If the manufacturer indicates separately the thermal resistance for the glass unit and the profile - 0.5 and 0.56 m²°C/W, respectively, then Rocon = 0.5*90+0.56*10)/100 = 0.56 m²°C/ Tue Here 90 and 10 are the share per each element of the window.

Based on the data obtained, further calculations continue: Qwindow = 1/0.56*(20 - (-25))*8.4*(1+0.05) = 708.75 W.

The outer door has an area of ​​0.95 * 2.04 = 1.938 m². Then Rdv. = 0.06/0.14 = 0.43 m²°C/W. Q door = 1/0.43*(20 - (-25))* 1.938*(1+0.05) = 212.95 W.

Entrance door
Since external doors are opened frequently, a large amount of heat is lost through them. Therefore, it is important to ensure that they close tightly.

As a result, the heat loss will be: Q = 3831.08 +753.42 + 708.75 + 212.95 + 7406.25 = W.

To this result add another 10% for air infiltration, then Q = 7406.25 + 740.6 = 8146.85 W.

Now you can determine the thermal power of the floor: Mp = 1.*8146.85 = 9776.22 W or 9.8 kW.

Required heat to heat the air

If the house equipped with a ventilation system, then some part of the heat released by the source must be spent on heating the air coming from outside.

The formula is used for calculation:

Qv. = c*m*(tв—tн), Where

  • c = 0.28 kg⁰С and denotes the heat capacity of the air mass;
  • m The symbol indicates the mass flow of outside air in kg.

The last parameter is obtained by multiplying the total volume of air, equal to the volume of all rooms, provided that the air is renewed every hour, by the density, which varies depending on the temperature.
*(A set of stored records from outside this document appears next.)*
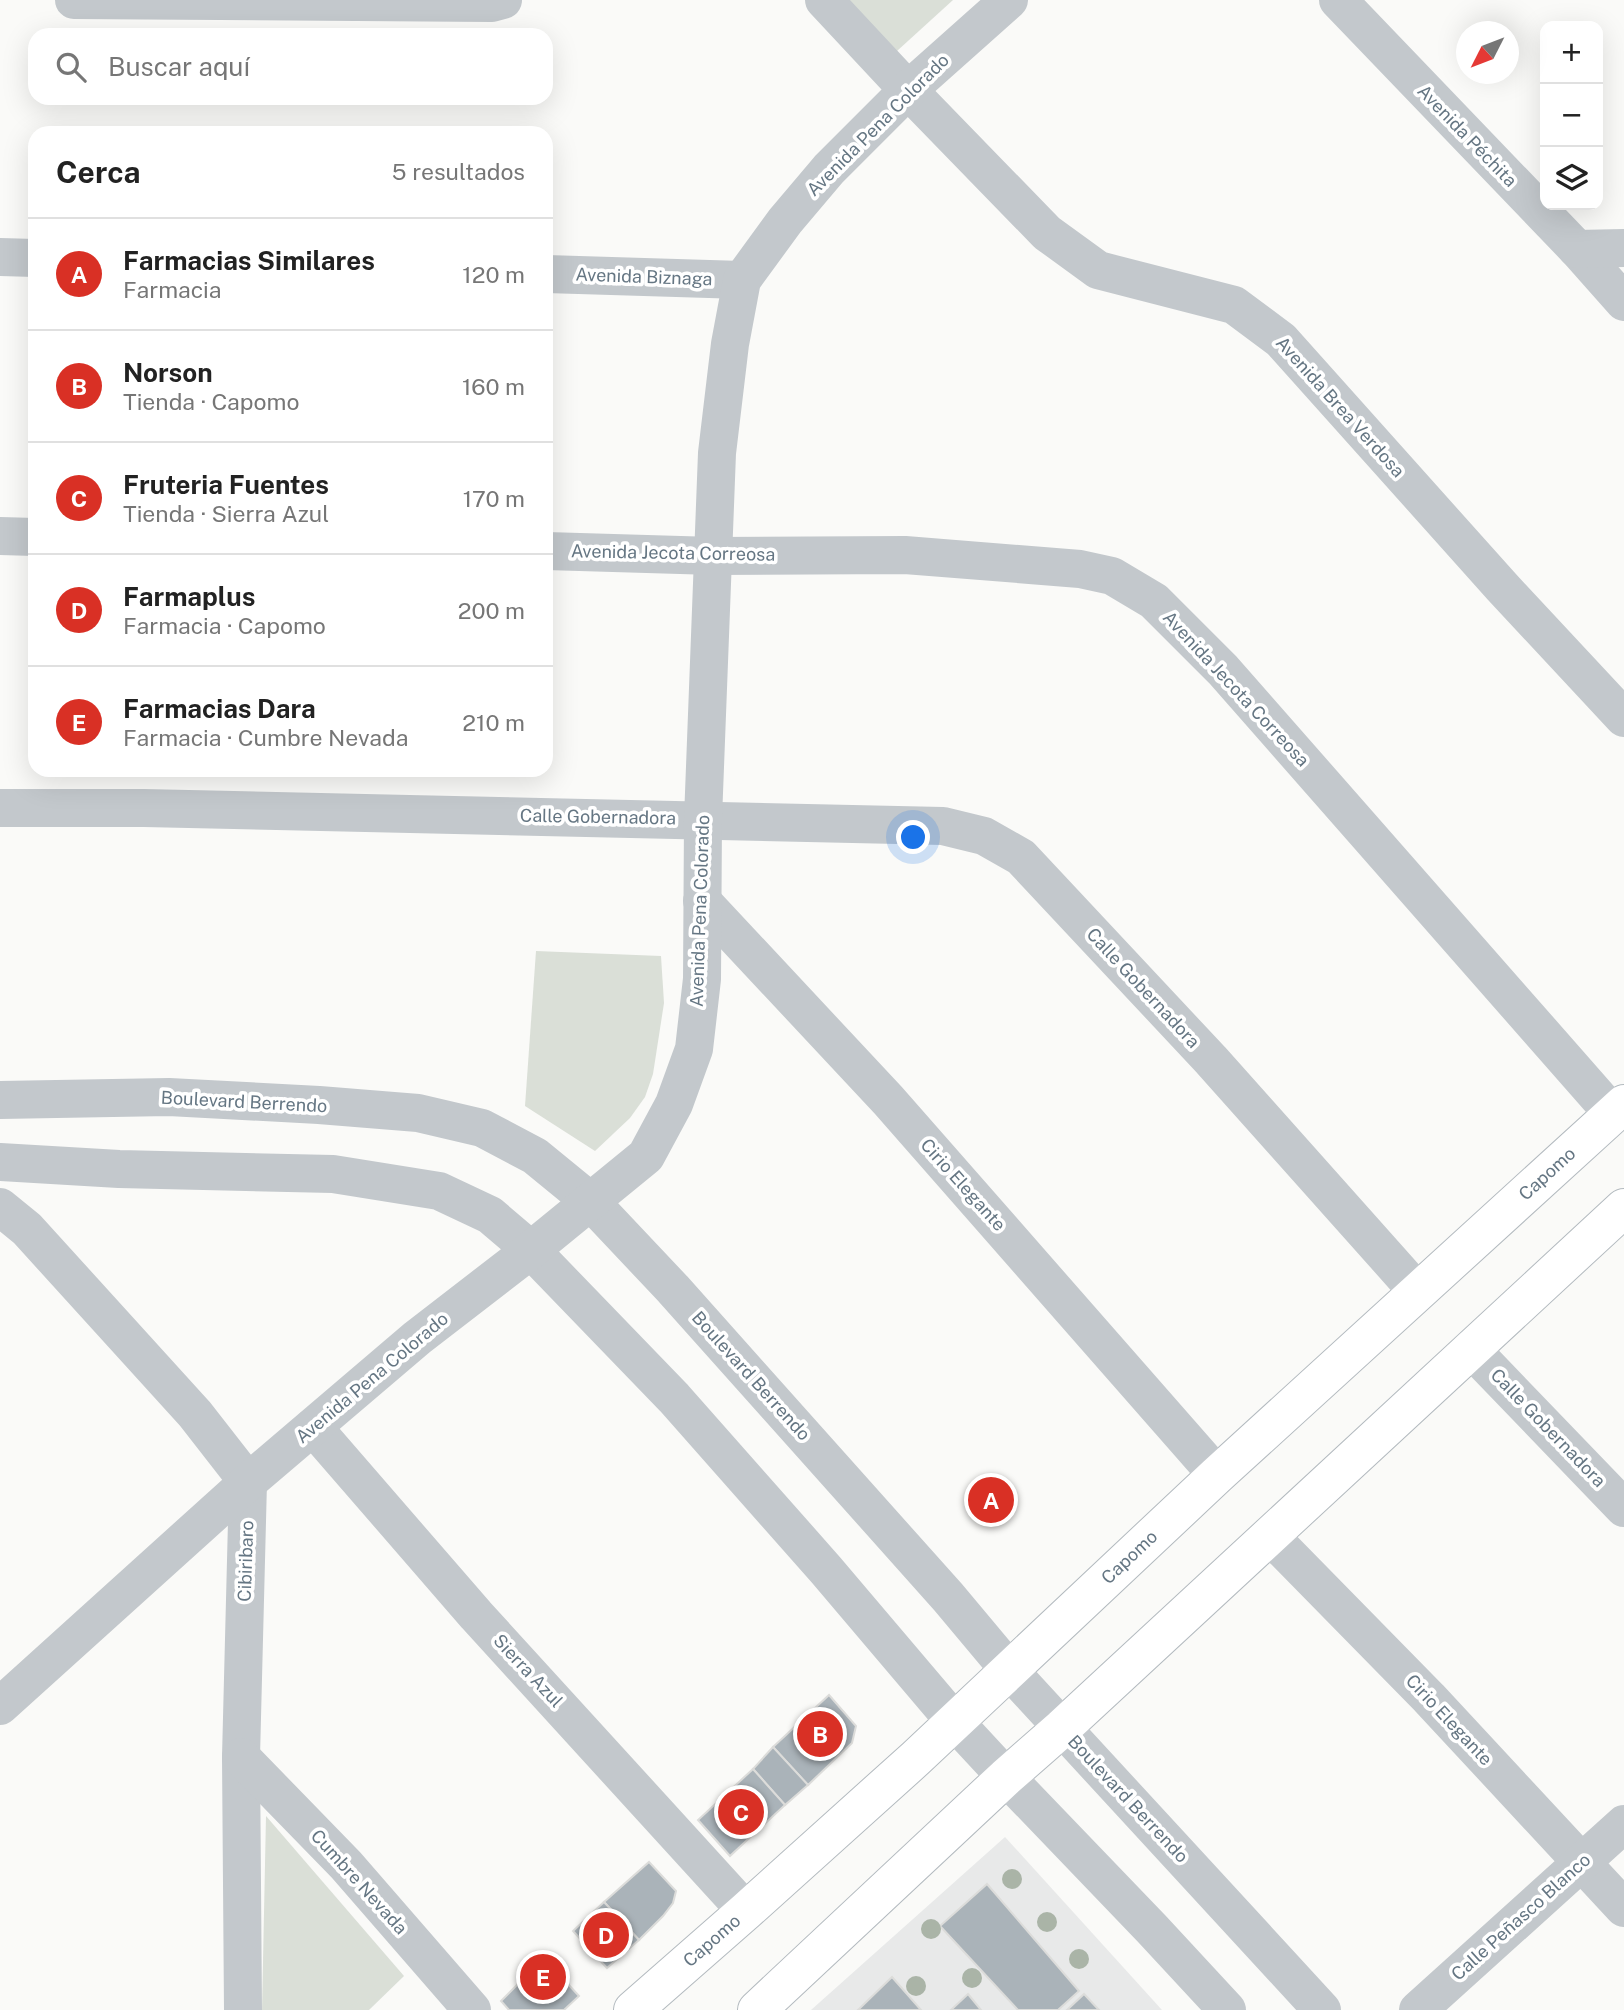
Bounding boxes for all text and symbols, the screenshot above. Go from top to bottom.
north arrow [1456,21,1519,84]
map controls [1540,21,1603,210]
button: + [1540,21,1603,84]
search box [28,28,553,105]
icon: search [52,48,90,86]
street label: Avenida Pena Colorado [802,49,953,200]
text: Buscar aquí [108,51,250,82]
street label: Avenida Péchita [1413,80,1521,191]
button: − [1540,84,1603,147]
button: layers [1540,147,1603,210]
text: Cerca [56,154,141,190]
text: 5 resultados [392,158,525,185]
text: Farmacias Similares [123,245,375,276]
text: A [71,261,87,288]
text: 120 m [462,261,525,288]
street label: Avenida Biznaga [575,264,713,289]
text: Farmacia [123,276,221,303]
street label: Avenida Brea Verdosa [1272,332,1409,481]
text: Norson [123,357,213,388]
text: B [71,373,87,400]
text: 160 m [462,373,525,400]
text: Tienda · Capomo [123,388,299,415]
text: Fruteria Fuentes [123,469,329,500]
text: C [71,485,87,512]
text: 170 m [463,485,525,512]
text: Tienda · Sierra Azul [123,500,329,527]
street label: Avenida Jecota Correosa [571,540,775,565]
text: Farmaplus [123,581,255,612]
text: D [71,597,87,624]
text: 200 m [458,597,525,624]
street label: Avenida Jecota Correosa [1159,607,1314,771]
text: Farmacia · Capomo [123,612,326,639]
text: Farmacias Dara [123,693,316,724]
text: E [72,709,86,736]
text: 210 m [462,709,525,736]
text: Farmacia · Cumbre Nevada [123,724,408,751]
street label: Calle Gobernadora [520,805,676,828]
street label: Avenida Pena Colorado [686,815,713,1007]
your location [896,820,930,854]
street label: Calle Gobernadora [1082,923,1204,1052]
street label: Boulevard Berrendo [160,1087,328,1116]
street label: Cirio Elegante [916,1134,1010,1235]
street label: Capomo [1514,1143,1579,1205]
street label: Boulevard Berrendo [688,1307,815,1445]
street label: Avenida Pena Colorado [291,1308,452,1447]
street label: Calle Gobernadora [1487,1364,1610,1491]
pin: A [968,1474,1014,1526]
street label: Cibiribaro [234,1520,257,1602]
street label: Capomo [1097,1526,1161,1588]
street label: Sierra Azul [489,1630,568,1712]
street label: Cirio Elegante [1402,1670,1497,1770]
pin: B [797,1708,843,1760]
street label: Boulevard Berrendo [1064,1731,1193,1867]
pin: C [718,1786,764,1838]
street label: Cumbre Nevada [307,1825,412,1938]
street label: Calle Peñasco Blanco [1447,1849,1594,1984]
pin: D [583,1909,629,1961]
street label: Capomo [679,1910,744,1971]
pin: E [520,1951,566,2003]

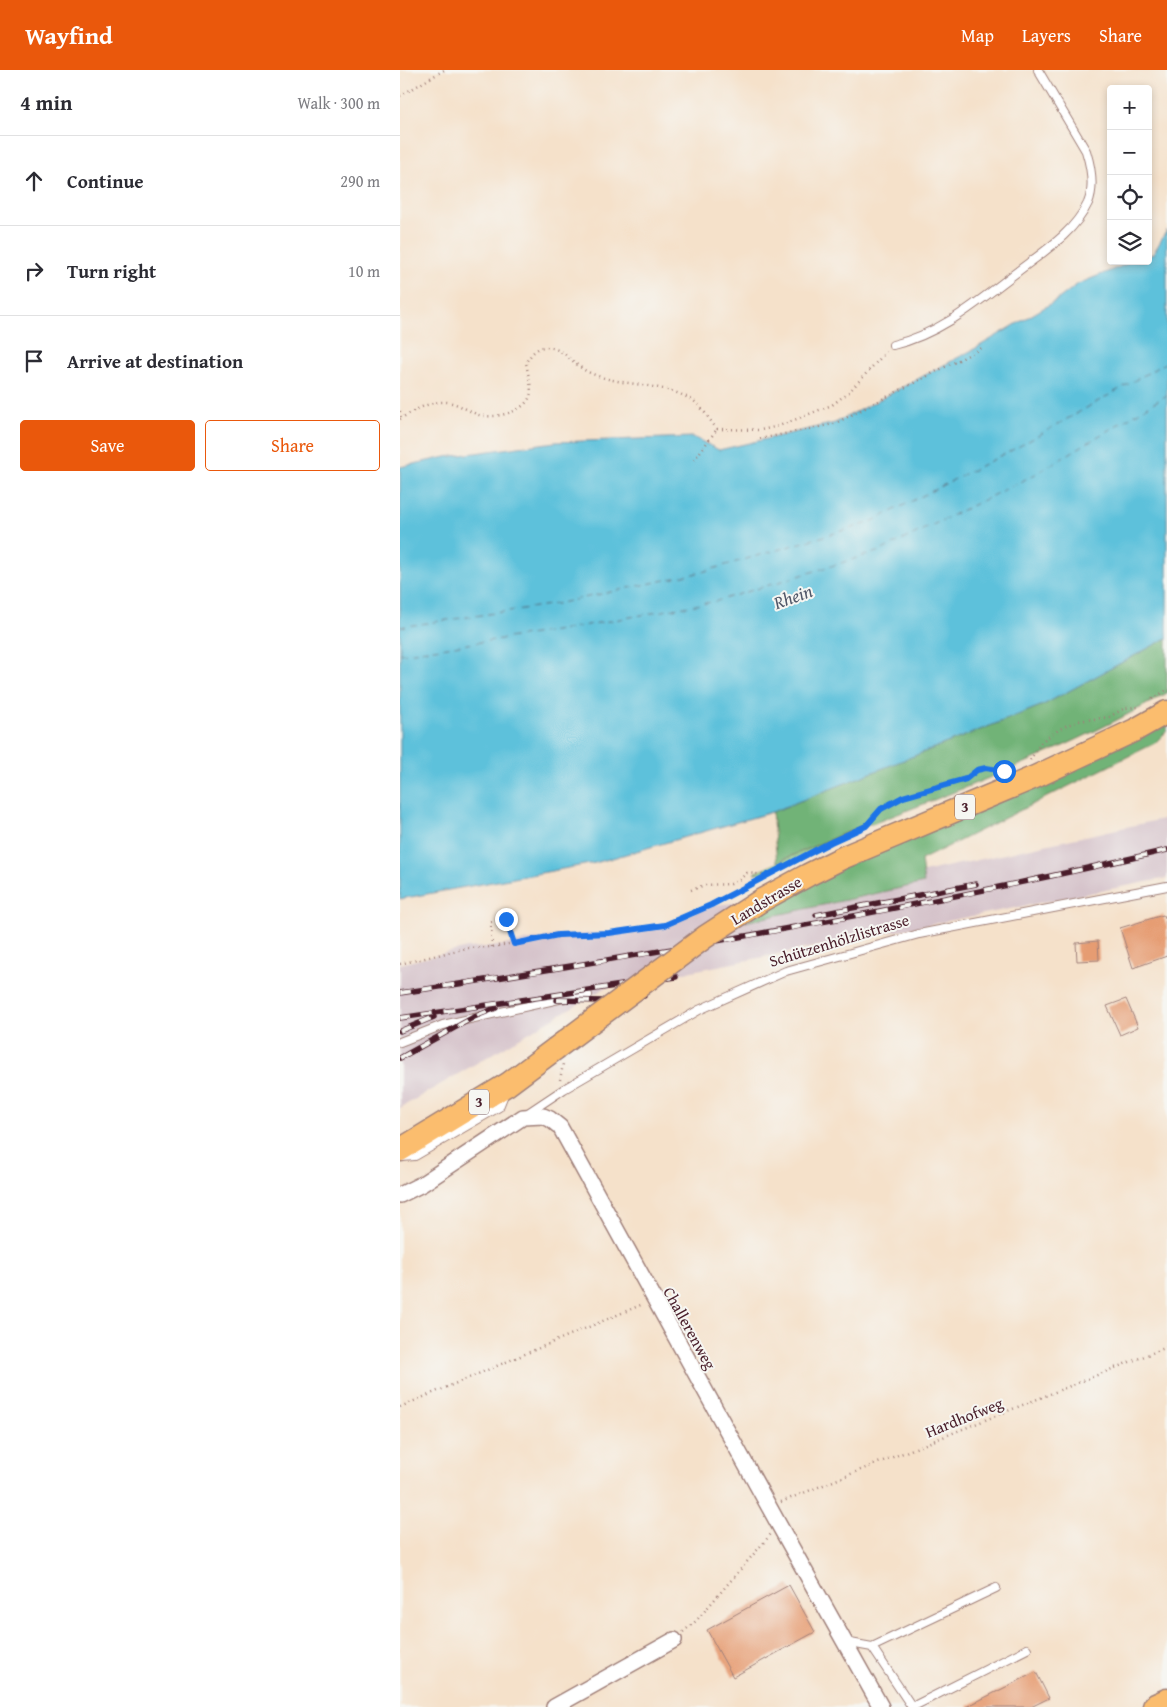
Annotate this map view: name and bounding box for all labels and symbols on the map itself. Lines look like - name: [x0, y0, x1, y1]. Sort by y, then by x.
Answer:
- water label: Rhein: [769, 577, 816, 616]
- route start: [993, 760, 1016, 783]
- road number: 3: [955, 794, 975, 820]
- street label: Landstrasse: [726, 869, 806, 931]
- street label: Schützenhölzlistrasse: [766, 907, 912, 973]
- route end: [495, 908, 518, 931]
- road number: 3: [469, 1090, 489, 1114]
- street label: Challerenweg: [657, 1282, 723, 1374]
- street label: Hardhofweg: [922, 1391, 1007, 1443]

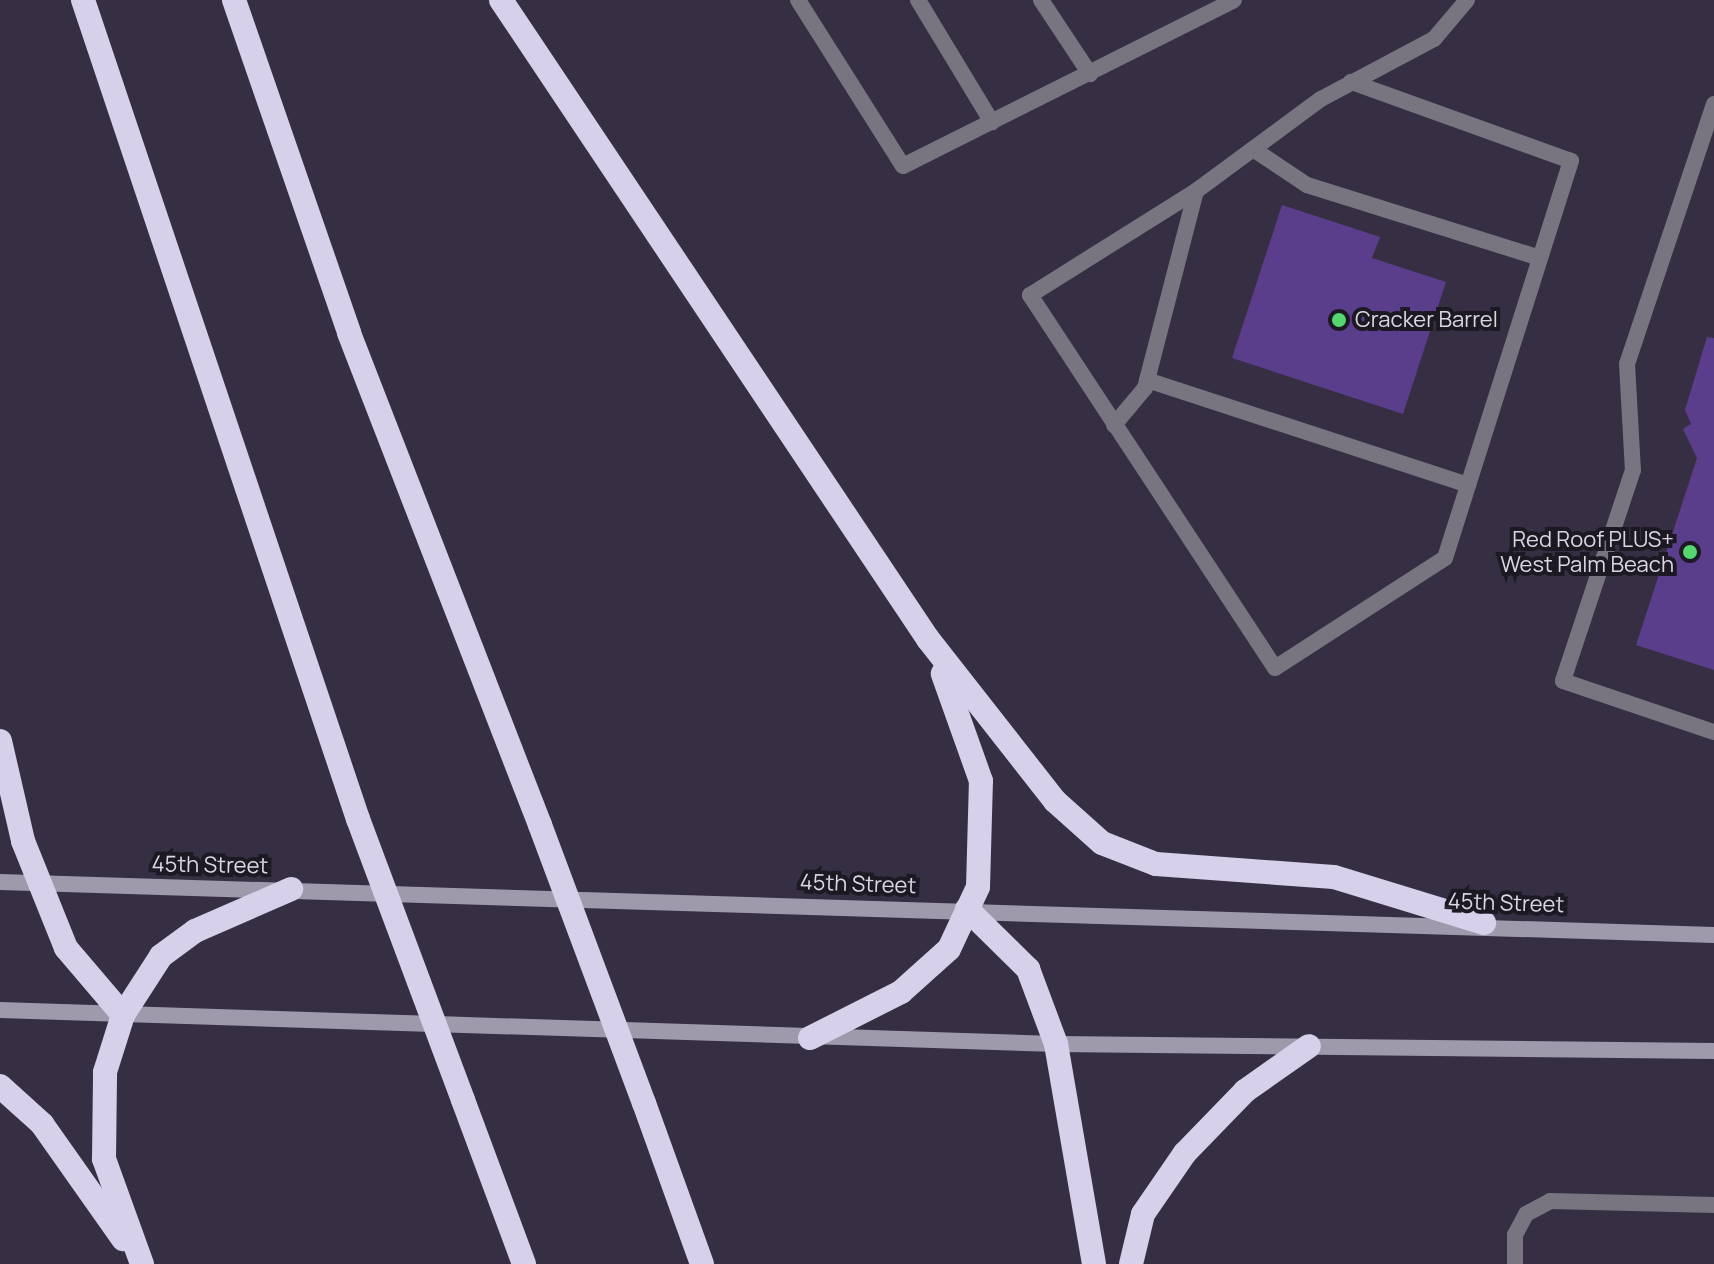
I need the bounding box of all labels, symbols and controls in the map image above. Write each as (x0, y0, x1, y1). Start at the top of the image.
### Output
place label: Cracker Barrel (1355, 307, 1498, 333)
marker: Cracker Barrel (1330, 311, 1348, 329)
place label: Red Roof PLUS+ West Palm Beach (1500, 526, 1674, 578)
marker: Red Roof PLUS+ West Palm Beach (1681, 543, 1699, 561)
street label: 45th Street (151, 851, 269, 879)
street label: 45th Street (799, 869, 917, 899)
street label: 45th Street (1447, 888, 1565, 918)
Dependence of density on temperature
The graph shows the dependence of air density on its temperature.The data is necessary to calculate the amount of heat required to heat the air mass entering the house as a result of forced ventilation (+)

If the building receives 400 m3/h, then m=400*1.422 = 568.8 kg/h. Qv. = 0.28*568.8*45 = 7166.88 W.

In this case, the required thermal power of the floor will increase significantly.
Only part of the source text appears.